From my reading of the source and the community discussion, the current /update path is best-effort clustering rather than strict consistency validation. There is no automatic layer that checks whether a new node contradicts an existing relationship.

My recommendation is to treat /update as appropriate for new files only, and run a full fresh /graphify re-index whenever you make structural changes. Rename a module, restructure the architecture, pull in a major new dependency: these warrant a clean re-index. For actively developed codebases, plan for a fresh re-index every two to three weeks.

You can spot-check for drift by running a path query on a module you recently refactored and comparing the graph output against what you know the current structure looks like. If the graph describes old relationships, it is time for a fresh run.

What Should You Pair With Graphify for a Full Knowledge Workflow

Graphify handles the indexing layer, but a complete LLM knowledge workflow needs a few more pieces. The practical stack for most Claude Code users involves a skill layer, a context layer, and an orchestration layer.

For the skill layer, check out the best Claude Code skills roundup on this site. For the orchestration layer, the guide on AI employee with MCP covers how to wire Claude tools together into persistent workflows. If you need multi-agent coordination, the AI orchestration without LangChain approach pairs cleanly with a graph-based context layer.

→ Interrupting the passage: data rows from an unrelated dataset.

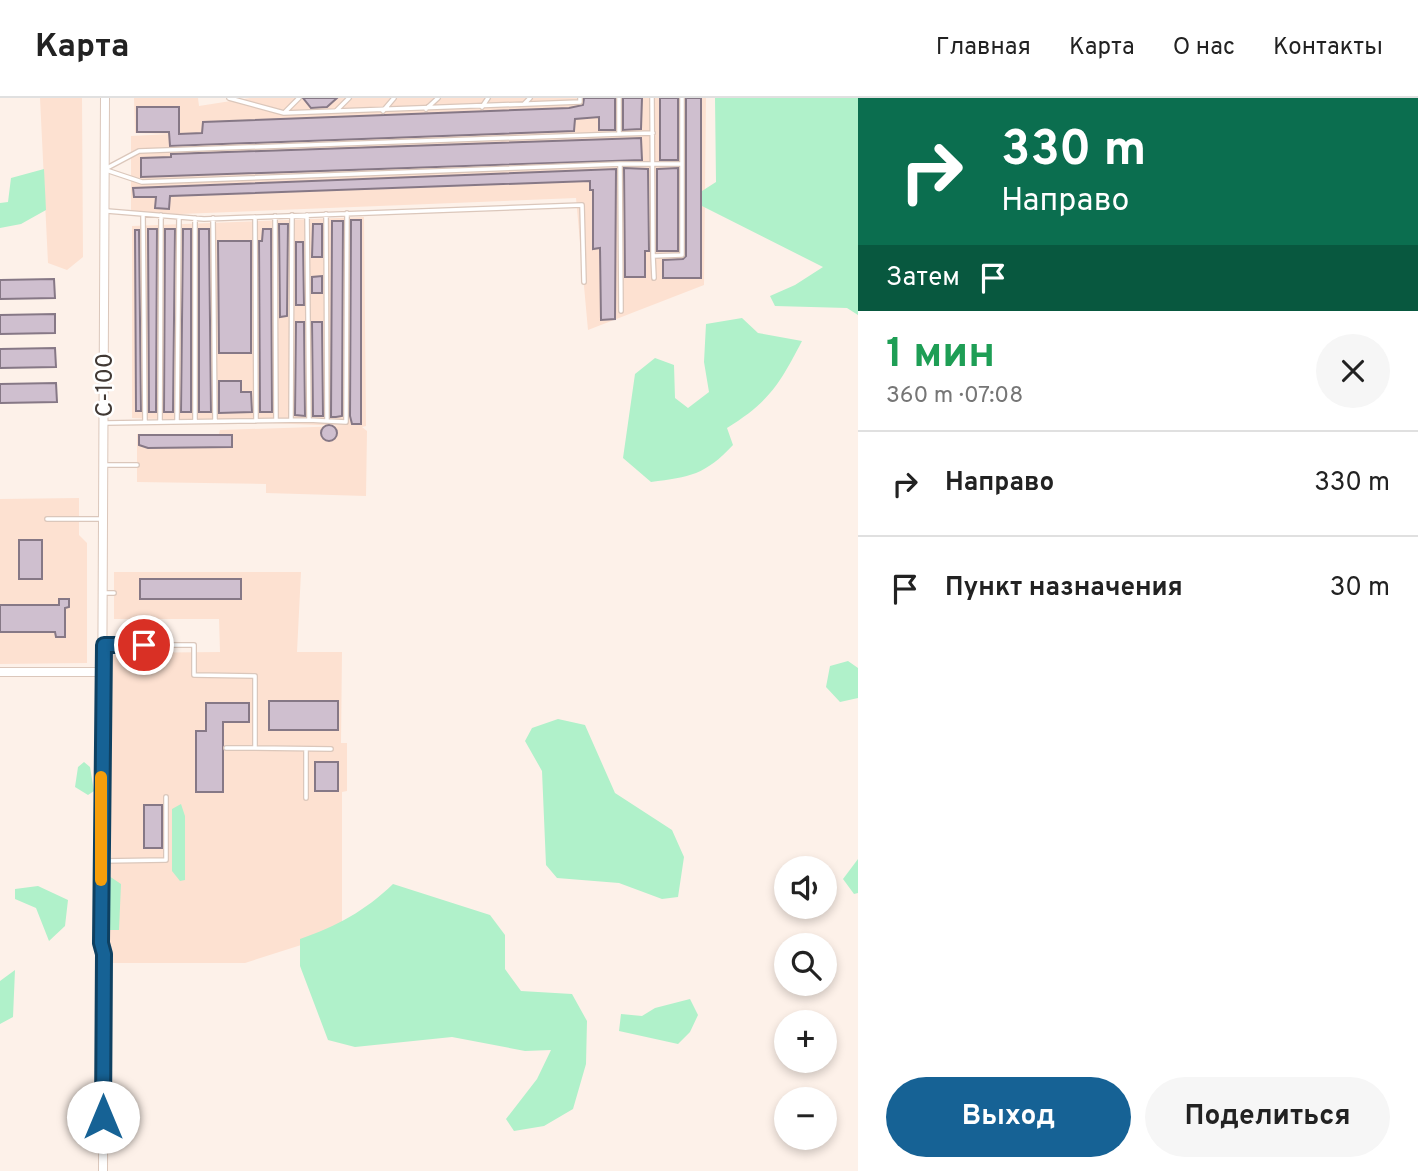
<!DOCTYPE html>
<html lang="ru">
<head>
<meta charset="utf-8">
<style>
  :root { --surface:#fff; --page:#f6f6f6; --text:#222; --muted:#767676; --line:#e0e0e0; --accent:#166295 }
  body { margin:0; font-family:Overpass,sans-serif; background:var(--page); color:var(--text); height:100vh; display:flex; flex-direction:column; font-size:26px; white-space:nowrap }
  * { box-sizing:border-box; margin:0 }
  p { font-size:23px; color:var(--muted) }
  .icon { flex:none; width:38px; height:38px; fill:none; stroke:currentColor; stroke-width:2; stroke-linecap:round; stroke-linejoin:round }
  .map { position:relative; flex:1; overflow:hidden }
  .side { display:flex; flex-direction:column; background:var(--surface); width:560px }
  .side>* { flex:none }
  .banner { background:#0b6e4f; color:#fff; overflow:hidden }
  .controls { position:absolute; left:774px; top:758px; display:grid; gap:14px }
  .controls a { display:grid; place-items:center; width:63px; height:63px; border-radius:50%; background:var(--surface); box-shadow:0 4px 10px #0003; font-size:35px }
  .pin { position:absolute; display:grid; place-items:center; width:60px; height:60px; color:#fff; margin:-30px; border:4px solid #fff; border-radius:50%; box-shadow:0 2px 7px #0007 }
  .me { position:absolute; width:77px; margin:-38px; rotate:0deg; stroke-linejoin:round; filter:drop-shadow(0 0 5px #0008) }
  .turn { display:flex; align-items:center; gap:24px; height:147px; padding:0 28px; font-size:32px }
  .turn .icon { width:91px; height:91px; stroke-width:2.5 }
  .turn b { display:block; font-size:49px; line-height:60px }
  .then { display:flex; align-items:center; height:66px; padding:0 28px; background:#0003; gap:14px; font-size:26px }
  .round { display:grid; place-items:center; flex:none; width:74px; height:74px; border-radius:37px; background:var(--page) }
  .headline { display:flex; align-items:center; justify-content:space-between; height:119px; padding:0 28px }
  h1 { font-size:42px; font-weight:700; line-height:52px; color:#1e9e55 }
  .primary-button { display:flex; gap:14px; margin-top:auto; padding:14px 28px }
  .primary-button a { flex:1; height:80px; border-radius:42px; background:var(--accent); color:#fff; font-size:28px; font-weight:700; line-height:80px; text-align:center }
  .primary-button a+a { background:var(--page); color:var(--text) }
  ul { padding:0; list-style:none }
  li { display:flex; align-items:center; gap:21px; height:105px; padding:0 28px; border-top:2px solid var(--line) }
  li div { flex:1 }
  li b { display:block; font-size:26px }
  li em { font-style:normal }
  header { display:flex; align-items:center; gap:42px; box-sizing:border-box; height:98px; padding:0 35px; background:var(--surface); border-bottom:2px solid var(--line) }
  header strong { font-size:33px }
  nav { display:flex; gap:38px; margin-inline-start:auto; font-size:24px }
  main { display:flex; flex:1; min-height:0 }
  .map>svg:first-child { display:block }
  .built { fill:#fde1d1 }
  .green { fill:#b0f1ca }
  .building { fill:#cfbfcf; stroke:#867886; stroke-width:2 }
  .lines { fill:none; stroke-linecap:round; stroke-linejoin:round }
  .service-casing { stroke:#dbc7bb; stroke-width:6 }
  .minor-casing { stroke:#dbc7bb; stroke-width:10 }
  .service { stroke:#fff; stroke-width:3.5 }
  .minor { stroke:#fff; stroke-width:8 }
  .route-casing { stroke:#0e4061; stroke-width:18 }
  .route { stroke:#166295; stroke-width:12 }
  .slow { stroke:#f59e0b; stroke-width:12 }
  .labels { text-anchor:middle; stroke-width:5; stroke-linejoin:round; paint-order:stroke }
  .street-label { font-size:24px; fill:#413934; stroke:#fff }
</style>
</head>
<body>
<header>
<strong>Карта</strong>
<nav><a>Главная</a><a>Карта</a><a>О нас</a><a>Контакты</a></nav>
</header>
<main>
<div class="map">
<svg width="858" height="1073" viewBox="0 0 858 1073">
  <rect width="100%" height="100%" fill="#fdf1e9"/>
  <path class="built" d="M40,0H82L83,159L67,172L48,165Z
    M134,0H198L199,8L250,0H706L704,187L588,232L576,100L131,118V38L170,36L135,35Z
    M364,119L366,328L362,329L367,333L366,398L266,395V386L137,384V336H219L220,332L344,328L132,320V128Z
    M79,400V437L87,445V565L0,566V401Z
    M114,474H301L297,554H342L341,645H347V693L342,694V834L245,865H110V846H104L103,772L109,763L111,560L116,555L220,554L219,521H114Z"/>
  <path class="green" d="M715,0H858V217L847,210L775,208L770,198L795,187L823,169L702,108V93L716,84Z
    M44,71L46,112L21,126L0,130V105L8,104L11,80Z
    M742,220L758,235L802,243C779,287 769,304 727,330L733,347C705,377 690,379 651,384L623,360L635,276L655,260L674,267L675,300L688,310L709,294L704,264L706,226Z
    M848,563L858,570V600L840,604L826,589L830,568Z
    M558,621L585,627L615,695L672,732L684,759L678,799L662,801L619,785L557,780L546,767L542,673L525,643L532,630Z
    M84,664L90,669L94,693L88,697L75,689L78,669Z
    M181,706L185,718V782L180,783L172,773V711Z
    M858,761V795L854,796L843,781Z
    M106,776L121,786L119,832H107Z
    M393,786L490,817L505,837V871L521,893L572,896L587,923L586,966L573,1011L544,1028L514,1033L506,1021L537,981L551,952L525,953L452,939L355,949L328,942L300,868V841C337,828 365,813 393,786Z
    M38,788L68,802L65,828L49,843L36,810L15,801V791Z
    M15,872L13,919L0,926V883Z
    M690,901L698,917L690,934L678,946L619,933L621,916L642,918L655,910Z"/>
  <path class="building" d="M303,0H337L327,9L311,10Z
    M584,0H615V32H599V19L575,21L574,33L170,48L169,34H137V9H179V36L202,35L203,24L569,10L583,7Z
    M623,0H642L641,31L623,32Z
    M660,0H678V62H660Z
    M686,0H701V180H663V162L683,161L686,158Z
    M641,40L642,62L141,79V60L171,59V56Z
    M624,70L648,71L649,153H645V179H625Z
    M678,70V153H657V71Z
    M616,71L615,221L601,222L600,150L593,151V92H590V83L170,98L169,111L155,110L156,99H134L133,90Z
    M351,122H361V326H352L350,318Z
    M332,123H343L342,318L336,319H331Z
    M279,126H288L287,218L280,219Z
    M313,126H322V159H312Z
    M148,131H157L156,314H149Z
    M165,131H175L173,314H164Z
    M183,131H191V314H181Z
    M199,131H209L211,314H199Z
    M263,131H271L272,314H260L259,143H262Z
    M135,132H139L141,313H136Z
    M218,143H251V255H219Z
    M296,144H303L304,207H296Z
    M322,178V195H312V179Z
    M54,181L55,200L0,201V182Z
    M55,216V235L0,236V217Z
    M296,224H304L305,318L295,317Z
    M312,224H322L323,318H313Z
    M55,250L56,269L0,270V251Z
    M219,283H241V294H251L252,314L219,315Z
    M56,285L57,304L0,305V286Z
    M321 335a8 8 0 1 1 16 0a8 8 0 1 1-16 0Z
    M139,337H232V349L148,350L139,347Z
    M19,442H42V481H19Z
    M140,481H241V501H140Z
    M59,501H69V509L65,510V539H56L55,534H0V507H59Z
    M269,603H338V632H269Z
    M206,605H249V624H223V694H196V633H206Z
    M315,664H338V693H315Z
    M144,707H162V750H144Z"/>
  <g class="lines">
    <g class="service-casing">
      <path id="service" d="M229,0L284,15L580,4V0
        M619,0V36L653,35
        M524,6L530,0
        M482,9L488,0
        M426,11L438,0
        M336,13L349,0
        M383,13L394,0
        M285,14L299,0
        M620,66L621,213
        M682,66V0
        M107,70L139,53L619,36
        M106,72L142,84L620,66H682V157L653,158L652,0
        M107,113L204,121L582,107L584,184
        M143,116L145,324
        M326,116L327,323L346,324L347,115
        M307,117L309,322L326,323
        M275,118L276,322
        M255,119L256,323
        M213,120L215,323
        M653,158L654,180
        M291,322L292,117
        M177,323L179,119
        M195,323V120
        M160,324L161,117
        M105,325L309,322
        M104,367H137
        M47,421H102
        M104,495H114
        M104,547H194V577L255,578V650L331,651
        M226,650H255
        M306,651V700
        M103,763L166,762V699"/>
    </g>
    <g class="minor-casing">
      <path id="minor" d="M0,574H104
        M103,1073L104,855L101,845L105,0"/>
    </g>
    <use href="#service" class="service"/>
    <use href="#minor" class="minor"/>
  </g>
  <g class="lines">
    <g class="route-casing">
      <path id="route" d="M103,1019L104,856L101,845L104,547H144"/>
    </g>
    <use href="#route" class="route"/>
    <path class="slow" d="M101,782V679"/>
  </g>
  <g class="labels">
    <g class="street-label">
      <text transform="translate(104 287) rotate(-90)" y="8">С-100</text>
    </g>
  </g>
</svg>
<div class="controls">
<a><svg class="icon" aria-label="sound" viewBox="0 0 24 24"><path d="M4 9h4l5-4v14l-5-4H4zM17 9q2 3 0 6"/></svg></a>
<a><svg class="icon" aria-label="search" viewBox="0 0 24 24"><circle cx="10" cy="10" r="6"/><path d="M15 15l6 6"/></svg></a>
<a>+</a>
<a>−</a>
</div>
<div class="pin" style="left:144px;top:547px;background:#d93025"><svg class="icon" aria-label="arrive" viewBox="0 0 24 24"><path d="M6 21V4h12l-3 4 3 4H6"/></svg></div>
<svg class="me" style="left:103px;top:1019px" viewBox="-20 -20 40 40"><circle r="19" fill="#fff"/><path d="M0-13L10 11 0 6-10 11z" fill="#166295"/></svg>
</div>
<section class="side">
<div class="banner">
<div class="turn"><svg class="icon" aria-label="right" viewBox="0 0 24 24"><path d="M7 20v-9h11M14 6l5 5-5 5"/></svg><div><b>330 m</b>Направо</div></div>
<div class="then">Затем<svg class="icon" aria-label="arrive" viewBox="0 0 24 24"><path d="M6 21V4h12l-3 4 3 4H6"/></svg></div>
</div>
<div class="headline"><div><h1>1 мин</h1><p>360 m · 07:08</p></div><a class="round"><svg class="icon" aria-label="close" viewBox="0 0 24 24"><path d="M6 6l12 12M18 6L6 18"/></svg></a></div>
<ul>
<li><svg class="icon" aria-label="right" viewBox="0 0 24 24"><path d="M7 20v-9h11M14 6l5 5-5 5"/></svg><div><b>Направо</b></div><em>330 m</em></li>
<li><svg class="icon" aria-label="arrive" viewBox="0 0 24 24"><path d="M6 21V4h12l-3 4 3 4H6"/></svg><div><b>Пункт назначения</b></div><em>30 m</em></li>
</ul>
<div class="primary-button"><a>Выход</a><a>Поделиться</a></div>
</section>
</main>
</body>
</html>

The open question is what happens when Anthropic ships native project memory for Claude Code. The current skill fills a genuine gap. When native memory arrives, the graph-based querying pattern will likely remain faster than full-context re-reads for large projects, but Graphify’s install advantage disappears. Worth tracking the Claude Code roadmap on that front.

Frequently Asked Questions

The most common questions about building an LLM knowledge base with Claude Code cover installation, token costs, and graph maintenance.

Is Graphify free to use?

Graphify is free and open source. You pay standard Anthropic API costs for Claude Vision calls during image indexing. Text and code indexing runs locally and does not call any API.

How long does the first graphify run take?

On a project with 50 to 100 files, the first run takes 2 to 5 minutes. Projects with many images or PDFs take longer because each image triggers a Claude Vision call. Code-only projects index faster since AST extraction is local.

Does Graphify work with non-Python codebases?

Yes. Graphify supports 13 programming languages including JavaScript, TypeScript, Go, Rust, and Java, plus PDFs and markdown. You only need Python installed to run the install commands.

How do I handle graph drift after a major refactor?

Run a full fresh /graphify re-index rather than /update after any structural refactor. For minor additions like new files or new functions, /update is fine. For renamed modules or restructured architecture, a clean re-index produces a more trustworthy graph.

What is the actual token saving versus reading raw files?

The reported figure is 71.5x fewer tokens per query compared to pasting raw file content each session. This assumes a project where you would normally re-read several files at session start. Actual savings scale with project size.